_EXERCISE BRIEF_: From the entries below, gather every line containing the string "function".
GIVEN RECORDS Block Start
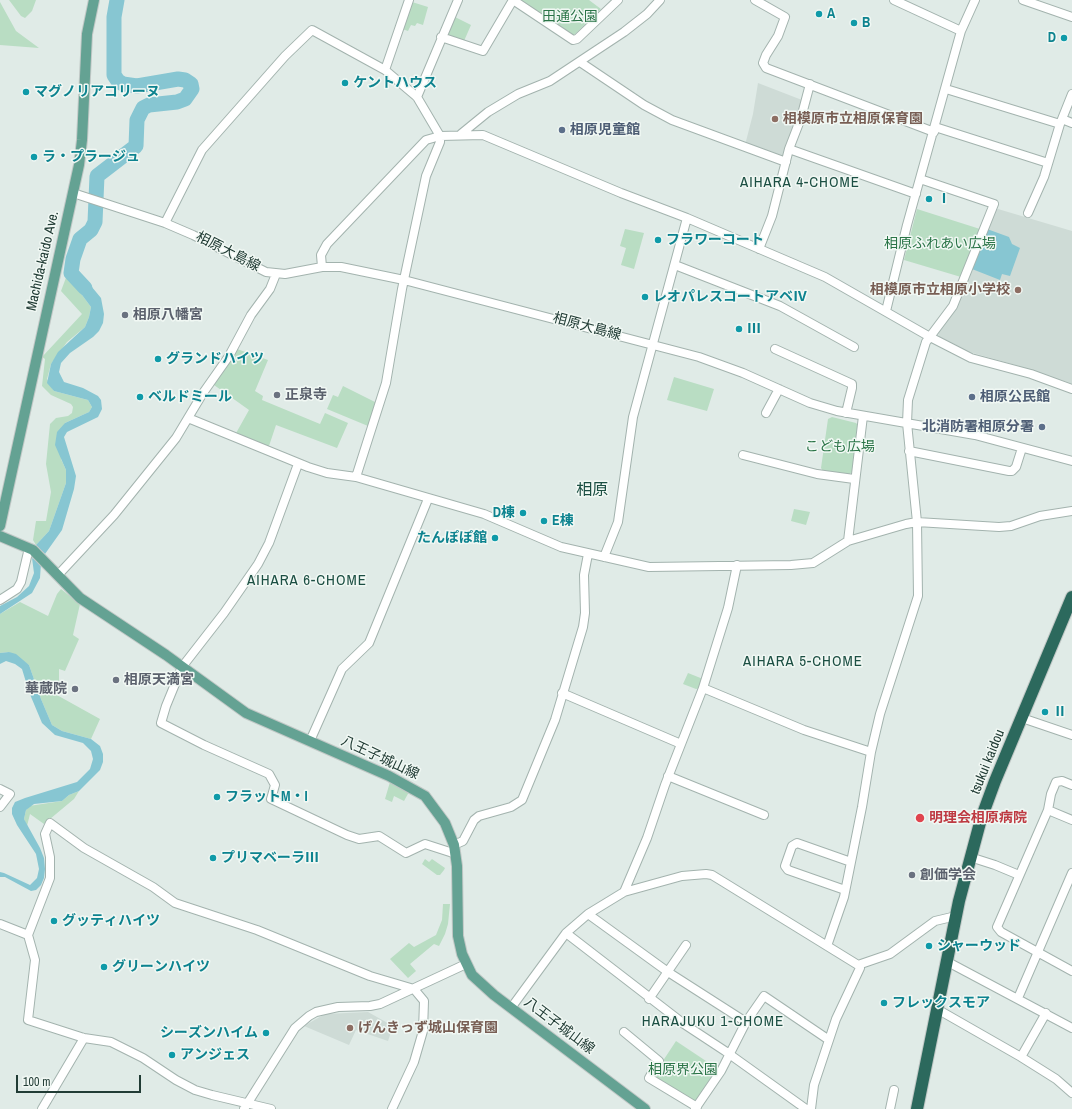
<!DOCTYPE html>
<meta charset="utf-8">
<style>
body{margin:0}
#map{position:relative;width:1072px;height:1109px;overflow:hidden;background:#e0ebe7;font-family:"Archivo Narrow",sans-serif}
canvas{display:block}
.scale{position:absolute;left:16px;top:1075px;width:125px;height:18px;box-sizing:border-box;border:2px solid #213c35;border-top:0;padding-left:5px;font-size:12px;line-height:14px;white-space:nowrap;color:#213c35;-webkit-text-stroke:3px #f1f8f4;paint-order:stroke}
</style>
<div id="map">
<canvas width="1072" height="1109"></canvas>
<div class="scale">100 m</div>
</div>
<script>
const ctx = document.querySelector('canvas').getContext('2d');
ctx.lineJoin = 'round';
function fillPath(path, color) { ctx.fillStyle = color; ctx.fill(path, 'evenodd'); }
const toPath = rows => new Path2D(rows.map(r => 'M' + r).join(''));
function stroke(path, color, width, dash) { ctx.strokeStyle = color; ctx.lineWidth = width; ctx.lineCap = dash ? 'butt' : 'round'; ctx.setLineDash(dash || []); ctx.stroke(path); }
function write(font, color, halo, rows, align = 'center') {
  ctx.font = font + ' "Archivo Narrow","Noto Sans JP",sans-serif'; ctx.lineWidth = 3; ctx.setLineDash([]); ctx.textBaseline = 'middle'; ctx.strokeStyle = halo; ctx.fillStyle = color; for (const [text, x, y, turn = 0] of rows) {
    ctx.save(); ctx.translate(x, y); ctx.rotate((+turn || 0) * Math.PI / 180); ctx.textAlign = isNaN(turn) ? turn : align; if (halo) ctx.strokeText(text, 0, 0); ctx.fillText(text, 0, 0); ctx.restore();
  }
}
const built = toPath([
 [758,83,802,100,784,158,745,145,753,114],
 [998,209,1072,231,1072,384,1019,366,966,351,939,337,938,333,958,304,995,210],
 [368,1012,393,1026,388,1041,356,1030,349,1045,304,1026,325,1014]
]);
const green = toPath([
 [9,0,36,0,32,11,25,18,21,16],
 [517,0,589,0,601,9,572,37],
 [0,2,16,31,39,48,0,45],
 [412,2,428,7,423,25,417,23,415,26,411,25,408,31,402,29],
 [455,17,471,25,464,41,449,36,448,33],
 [917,209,980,229,961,277,904,260],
 [625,229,644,233,634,269,621,265,626,248,620,246],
 [67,275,91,307,89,317,85,327,67,342,51,364,47,379,54,391,88,400,92,407,89,412,65,423,61,459,66,470,66,483,49,531,36,545,33,540,36,521,46,521,51,492,46,464,50,424,56,418,68,416,72,413,73,407,71,404,51,395,42,386,45,359,42,357,82,314,61,291],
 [237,349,268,360,255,391,263,396,262,400,320,424,325,413,348,423,337,448,276,425,268,449,235,435,249,410,214,385],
 [674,377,714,389,707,411,667,400],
 [343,386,375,402,376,406,368,426,327,409,333,395,338,397],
 [832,417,856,423,859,426,852,472,848,475,823,471,821,468,828,419],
 [794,509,810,512,806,525,791,521],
 [61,589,80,604,73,635,79,639,65,671,59,669,59,681,55,694,100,719,91,739,62,731,52,725,41,699,29,665,9,652,0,653,0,614,20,602,48,616,57,594],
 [688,673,703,679,700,688,696,689,683,684],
 [390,782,409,792,404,801,394,796,392,802,385,799],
 [79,791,74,799,44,824,30,814,27,826,24,819,26,810,29,806,62,801,69,795],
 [425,859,429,862,432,859,445,868,444,870,440,875,437,875,422,864],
 [443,904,450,904,448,924,445,934,439,946,434,944,410,964,416,971,408,978,390,959,409,943,414,947,436,935,442,920],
 [676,1041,718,1069,696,1103,653,1076]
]);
const water = toPath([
 [987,229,1009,237,1012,244,1020,248,1010,276,1002,274,1000,280,972,269],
 [77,269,101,298,104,314,103,323,99,331,93,337,70,353,61,363,59,372,64,382,83,388,98,396,101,400,102,409,98,417,67,432,64,437,76,476,74,489,62,530,45,554,36,545,49,531,66,483,66,470,55,445,57,432,65,423,89,412,92,407,88,400,54,391,47,383,51,364,58,352,85,327,89,317,91,307,67,275],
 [32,558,41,563,40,578,32,593,0,614,0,606,17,597,29,586,34,573],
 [9,652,16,654,29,665,41,699,52,725,62,731,91,739,100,746,103,754,103,762,100,770,79,791,69,795,62,801,34,804,26,810,24,819,40,848,44,858,45,869,44,878,41,885,36,890,31,891,5,877,0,877,0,872,4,873,30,885,37,878,39,869,36,854,17,825,12,814,12,808,15,802,25,798,77,782,90,769,93,759,91,751,83,743,55,735,42,723,29,692,22,669,15,664,6,661,0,664,0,653]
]);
const river = toPath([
 [85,288,71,273,73,259,80,239,91,230,95,222,97,176,136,146,137,120,143,108,149,105,177,102,185,99,192,89,191,84,185,80,178,79,137,86,123,84,118,81,114,75,114,17,117,0]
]);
const minor = toPath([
 [513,0,573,40,577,39,618,0],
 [755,0,785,17,778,36,766,55,763,63,766,68,934,132],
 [894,0,961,31],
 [1023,0,1072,17],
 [441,37,483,51,513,0],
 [580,62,644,105,672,120,786,162],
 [385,70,409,0],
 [946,89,1060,124],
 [417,97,458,0],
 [1062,119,1072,123],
 [935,127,1048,163],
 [461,134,488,112,518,94,550,81,624,32,647,14,660,0],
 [789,149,916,194],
 [73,193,165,223,193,235,266,272,285,274,322,267,341,267,404,280,699,357,743,373,810,403,837,411,975,435,1072,461],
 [1028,213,1044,177,1060,124,1072,94],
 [165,223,202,150,285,56,312,30,385,70,417,97,440,136,440,142,426,176,402,289,386,383,356,477],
 [759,249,772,216,789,149,801,118,810,84],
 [675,265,780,306,854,347],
 [322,267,321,255,327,244,426,140,440,136,483,135,621,193,687,218,825,277,930,337,971,358,1031,374,1072,389],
 [886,311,907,225,961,31,975,0],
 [775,349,852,384,852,388,846,413],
 [766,413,779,389],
 [188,418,308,467,327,473,356,477,484,514,561,547,649,567,791,565,813,563,848,541,906,524,917,522,999,527,1011,526,1040,516,1072,511],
 [909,451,1009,471,1012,471,1016,467,1022,448],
 [743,455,817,474,854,479],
 [298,464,269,543,258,564,224,613,182,667,166,706,161,723,204,745,269,774,275,785,271,799,347,835,359,839,379,836,406,853,425,844,456,854],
 [848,541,863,416],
 [604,557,618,522,633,417,687,218],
 [58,575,114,515,176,438,203,393,229,356,251,315,270,289,276,274],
 [0,600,17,589,21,582,29,548],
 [703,688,804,730,871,752],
 [562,693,681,744],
 [1022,718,1072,735],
 [310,741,342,669,369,643,428,499],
 [668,776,764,815],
 [0,789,10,794,0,807],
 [1048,810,1051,794,1056,782,1062,781,1072,785],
 [1072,820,1048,810,997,927,1001,932,1072,971],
 [454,845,463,841,474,820,479,816,511,807,522,800,555,720,583,627,585,613,584,575,588,554],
 [970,857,995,865,1019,875],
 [845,890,788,870,785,866,792,846,797,843,851,862],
 [624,892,647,838,665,785,703,688,728,608,737,565],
 [588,914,668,972,746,1022],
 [0,924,28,935],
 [566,933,684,1024,725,1051,806,1109],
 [827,946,844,897,862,807,871,752,880,714,918,596,917,522,907,423,908,400,926,342,953,306,994,204,920,179],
 [946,961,1072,1028],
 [858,965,890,954,935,921,956,916],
 [1018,998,1072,873],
 [649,999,686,945],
 [511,1008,566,933,588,914,624,892,682,876,706,874,712,875,858,965,860,968,836,1019,814,1085,811,1109],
 [937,1009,1021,1057,1056,1079,1072,1093],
 [624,1032,659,1061,649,1078,697,1107],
 [1021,1057,1046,1013],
 [42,1109,84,1038],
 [244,1109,295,1028,309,1016,316,1012,338,1007,370,1006,380,1004,466,964],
 [271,1109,212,1095,195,1090,176,1080,143,1058,111,1042,84,1038,28,1020,35,960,28,935,50,878,50,857,45,834,50,823,84,848,153,887,175,903,257,930,370,976,414,989,424,1001,423,1031,414,1062,392,1109],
 [695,1109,721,1071,746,1022,764,996,829,1040],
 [890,1109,894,1090]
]);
const major = toPath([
 [0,526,79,165,82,140,87,34,94,0],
 [0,536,33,550,80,598,166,655,246,713,389,776,425,796,445,823,454,845,457,866,458,936,462,954,472,975,494,995,645,1109]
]);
const highway = toPath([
 [917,1109,959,901,981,819,995,781,1072,597]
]);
const markers = [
 [819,14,4,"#0f9aa8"],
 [854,23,4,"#0f9aa8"],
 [1064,38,4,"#0f9aa8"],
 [345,83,4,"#0f9aa8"],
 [26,92,4,"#0f9aa8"],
 [775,119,4,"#8d6e63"],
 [562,130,4,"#5c6f8a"],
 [34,157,4,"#0f9aa8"],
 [929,199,4,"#0f9aa8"],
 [658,240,4,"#0f9aa8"],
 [1018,290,4,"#8d6e63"],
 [645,297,4,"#0f9aa8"],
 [125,315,4,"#6b7280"],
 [739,329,4,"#0f9aa8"],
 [158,359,4,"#0f9aa8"],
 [277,395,4,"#6b7280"],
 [140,397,4,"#0f9aa8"],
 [972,397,4,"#5c6f8a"],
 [1042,427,4,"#5c6f8a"],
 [523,513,4,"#0f9aa8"],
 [544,521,4,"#0f9aa8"],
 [495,538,4,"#0f9aa8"],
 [116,680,4,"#6b7280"],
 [75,689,4,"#6b7280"],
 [1045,712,4,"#0f9aa8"],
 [217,797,4,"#0f9aa8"],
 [920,818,5,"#e0444e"],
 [213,858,4,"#0f9aa8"],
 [912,875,4,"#6b7280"],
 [54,921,4,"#0f9aa8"],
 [929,946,4,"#0f9aa8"],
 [104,967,4,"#0f9aa8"],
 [884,1003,4,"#0f9aa8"],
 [350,1028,4,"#8d6e63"],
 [266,1033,4,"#0f9aa8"],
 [172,1055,4,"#0f9aa8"]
];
const cultureNames = [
 ["A",827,14],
 ["B",862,23],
 ["D",1056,38,"right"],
 ["ケントハウス",353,83],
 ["マグノリアコリーヌ",34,92],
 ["ラ・プラージュ",42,157],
 ["Ⅰ",937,199],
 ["フラワーコート",666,240],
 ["レオパレスコートアベⅣ",653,297],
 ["Ⅲ",747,329],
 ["グランドハイツ",166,359],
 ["ベルドミール",148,397],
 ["D棟",515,513,"right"],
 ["E棟",552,521],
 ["たんぽぽ館",487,538,"right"],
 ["Ⅱ",1053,712],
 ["フラットM・I",225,797],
 ["プリマベーラⅢ",221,858],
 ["グッティハイツ",62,921],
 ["シャーウッド",937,946],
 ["グリーンハイツ",112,967],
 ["フレックスモア",892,1003],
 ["シーズンハイム",258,1033,"right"],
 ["アンジェス",180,1055]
];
const parkNames = [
 ["田通公園",570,17],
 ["相原ふれあい広場",940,244],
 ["こども広場",840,447],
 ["相原界公園",683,1070]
];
const educationNames = [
 ["相模原市立相原保育園",783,119],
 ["相模原市立相原小学校",1010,290,"right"],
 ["げんきっず城山保育園",358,1028]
];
const serviceNames = [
 ["相原児童館",570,130],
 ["相原公民館",980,397],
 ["北消防署相原分署",1034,427,"right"]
];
const streetNames = [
 ["相原大島線",228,252,27],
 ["Machida-kaido Ave.",43,261,-77],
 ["相原大島線",587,327,15],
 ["八王子城山線",380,758,25],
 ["tsukui kaidou",988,762,-68],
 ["八王子城山線",559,1026,37]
];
const worshipNames = [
 ["相原八幡宮",133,315],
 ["正泉寺",285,395],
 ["相原天満宮",124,680],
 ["華蔵院",67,689,"right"],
 ["創価学会",920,875]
];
const healthNames = [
 ["明理会相原病院",929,818]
];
const neighbourhoodNames = [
 ["AIHARA 4-CHOME",800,183],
 ["AIHARA 6-CHOME",307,581],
 ["AIHARA 5-CHOME",803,662],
 ["HARAJUKU 1-CHOME",713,1022]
];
const quarterNames = [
 ["相原",592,491]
];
fillPath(built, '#cedbd6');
fillPath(green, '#b9ddc3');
fillPath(water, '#87c6d2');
stroke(river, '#87c6d2', 15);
stroke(minor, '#a3b3ae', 10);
stroke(major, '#c1c8c6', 12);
stroke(highway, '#c1c8c6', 14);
stroke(minor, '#fff', 8);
stroke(major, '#64a293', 10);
stroke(highway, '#2c695d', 12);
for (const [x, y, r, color] of markers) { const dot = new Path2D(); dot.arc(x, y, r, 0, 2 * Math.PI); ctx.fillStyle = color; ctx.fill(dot); stroke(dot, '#f1f8f4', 1.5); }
write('bold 14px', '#0d838f', '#f1f8f4', cultureNames, 'left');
write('14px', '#2a7447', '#f1f8f4', parkNames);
write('bold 14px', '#785e54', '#f1f8f4', educationNames, 'left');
write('bold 14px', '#4e5e75', '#f1f8f4', serviceNames, 'left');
write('14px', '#213c35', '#f1f8f4', streetNames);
write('bold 14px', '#5b616d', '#f1f8f4', worshipNames, 'left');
write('bold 14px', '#be3a42', '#f1f8f4', healthNames, 'left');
ctx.letterSpacing = '1px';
write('15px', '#1c4f43', '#f1f8f4', neighbourhoodNames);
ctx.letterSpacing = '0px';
write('16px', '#1c4f43', '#f1f8f4', quarterNames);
</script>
GIVEN RECORDS Block End
_ANSWER SPACE_:
function fillPath(path, color) { ctx.fillStyle = color; ctx.fill(path, 'evenodd'); }
function stroke(path, color, width, dash) { ctx.strokeStyle = color; ctx.lineWidth = width; ctx.lineCap = dash ? 'butt' : 'round'; ctx.setLineDash(dash || []); ctx.stroke(path); }
function write(font, color, halo, rows, align = 'center') {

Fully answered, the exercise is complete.